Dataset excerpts
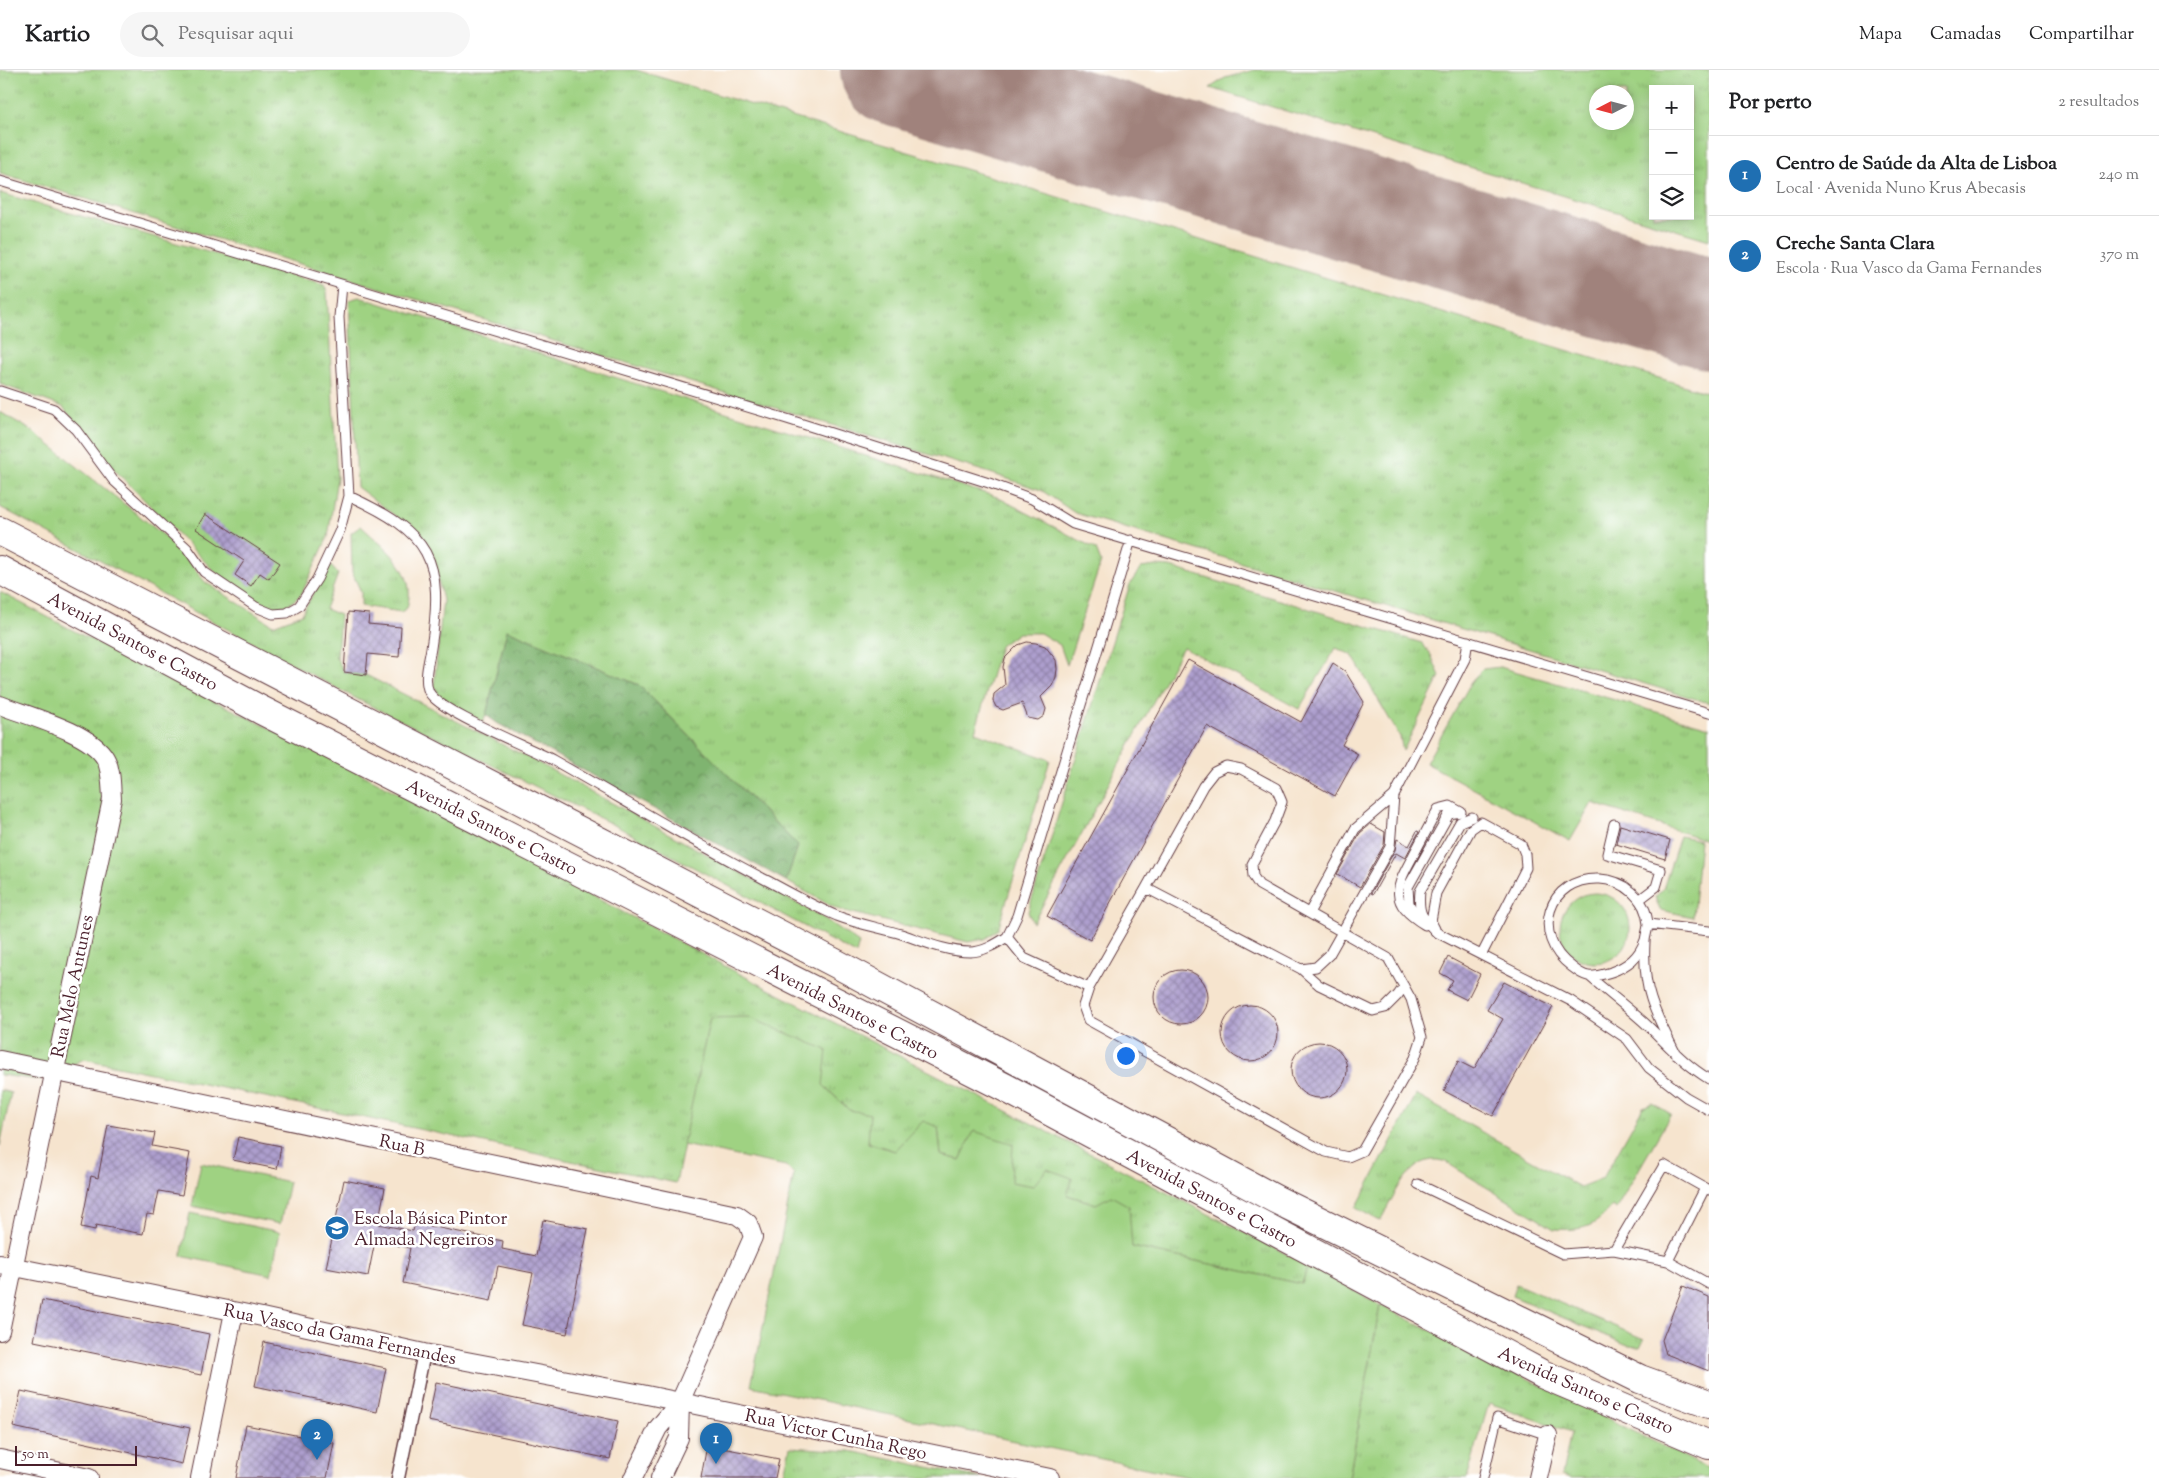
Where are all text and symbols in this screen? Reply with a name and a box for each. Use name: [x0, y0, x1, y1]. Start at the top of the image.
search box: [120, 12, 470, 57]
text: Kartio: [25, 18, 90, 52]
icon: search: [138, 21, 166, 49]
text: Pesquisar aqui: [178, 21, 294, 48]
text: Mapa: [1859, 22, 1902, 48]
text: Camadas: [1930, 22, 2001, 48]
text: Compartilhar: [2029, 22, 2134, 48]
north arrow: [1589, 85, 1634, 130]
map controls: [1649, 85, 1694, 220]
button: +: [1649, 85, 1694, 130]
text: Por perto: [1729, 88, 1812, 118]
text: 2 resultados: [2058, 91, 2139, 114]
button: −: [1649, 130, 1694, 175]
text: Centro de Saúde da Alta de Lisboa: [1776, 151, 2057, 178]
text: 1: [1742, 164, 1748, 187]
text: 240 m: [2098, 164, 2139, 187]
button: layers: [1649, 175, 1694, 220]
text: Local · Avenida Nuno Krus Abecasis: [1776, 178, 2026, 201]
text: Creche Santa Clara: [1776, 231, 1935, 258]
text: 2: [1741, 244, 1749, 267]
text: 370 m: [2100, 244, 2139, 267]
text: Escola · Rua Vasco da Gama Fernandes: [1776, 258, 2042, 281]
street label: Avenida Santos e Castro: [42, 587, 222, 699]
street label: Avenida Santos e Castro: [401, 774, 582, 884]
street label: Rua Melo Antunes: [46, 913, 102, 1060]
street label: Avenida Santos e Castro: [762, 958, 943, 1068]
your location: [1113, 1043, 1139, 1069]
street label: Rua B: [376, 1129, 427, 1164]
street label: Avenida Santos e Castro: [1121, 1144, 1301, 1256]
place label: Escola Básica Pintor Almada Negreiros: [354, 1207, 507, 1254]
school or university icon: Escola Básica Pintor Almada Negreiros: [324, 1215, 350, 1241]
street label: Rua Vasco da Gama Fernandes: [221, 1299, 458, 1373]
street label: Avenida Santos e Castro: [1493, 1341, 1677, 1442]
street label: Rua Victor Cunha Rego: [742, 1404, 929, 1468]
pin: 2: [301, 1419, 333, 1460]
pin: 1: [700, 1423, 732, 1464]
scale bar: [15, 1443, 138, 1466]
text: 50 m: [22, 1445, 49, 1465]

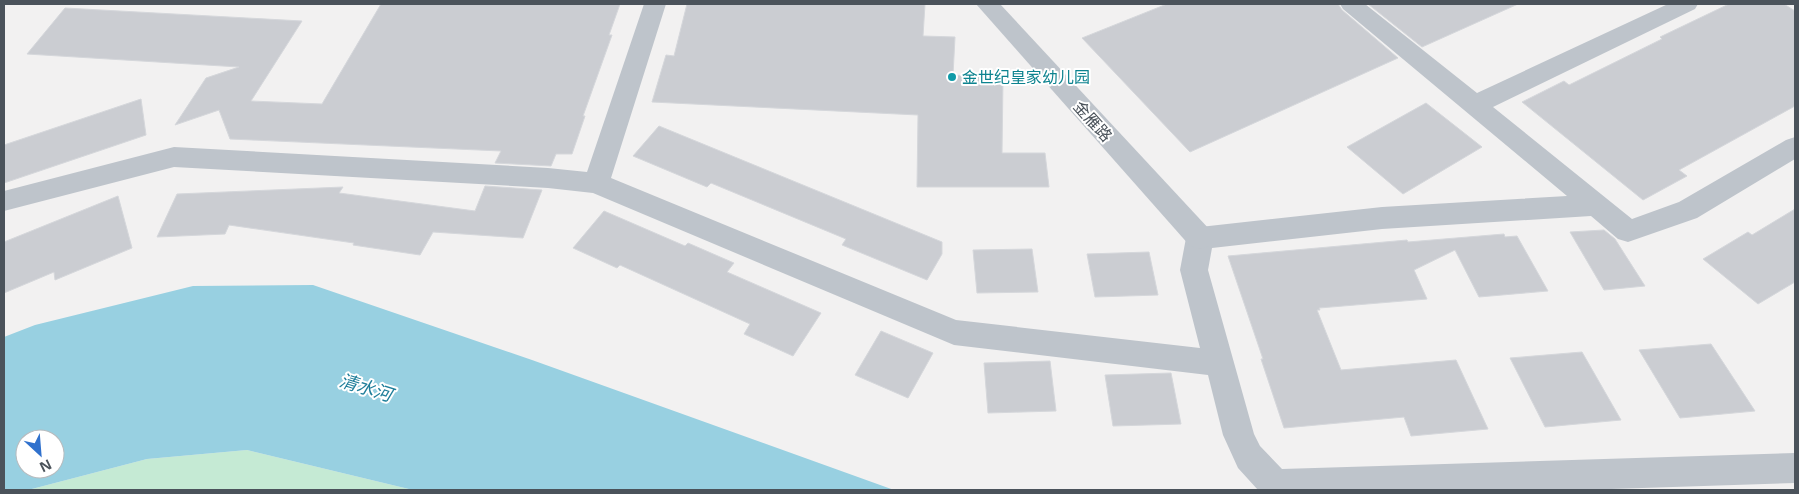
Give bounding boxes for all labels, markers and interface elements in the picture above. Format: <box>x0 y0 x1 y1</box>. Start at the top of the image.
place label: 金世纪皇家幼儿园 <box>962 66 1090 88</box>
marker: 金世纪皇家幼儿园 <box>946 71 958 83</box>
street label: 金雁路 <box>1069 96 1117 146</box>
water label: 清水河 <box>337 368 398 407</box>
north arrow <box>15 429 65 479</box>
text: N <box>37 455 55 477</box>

_What is required:_ Reproduce only the lines running from the one that contains "Give bounding boxes" to the last line of the records.

_Reply to the exercise:_
Give bounding boxes for all labels, markers and interface elements in the picture above. Format: <box>x0 y0 x1 y1</box>. Start at the top of the image.
place label: 金世纪皇家幼儿园 <box>962 66 1090 88</box>
marker: 金世纪皇家幼儿园 <box>946 71 958 83</box>
street label: 金雁路 <box>1069 96 1117 146</box>
water label: 清水河 <box>337 368 398 407</box>
north arrow <box>15 429 65 479</box>
text: N <box>37 455 55 477</box>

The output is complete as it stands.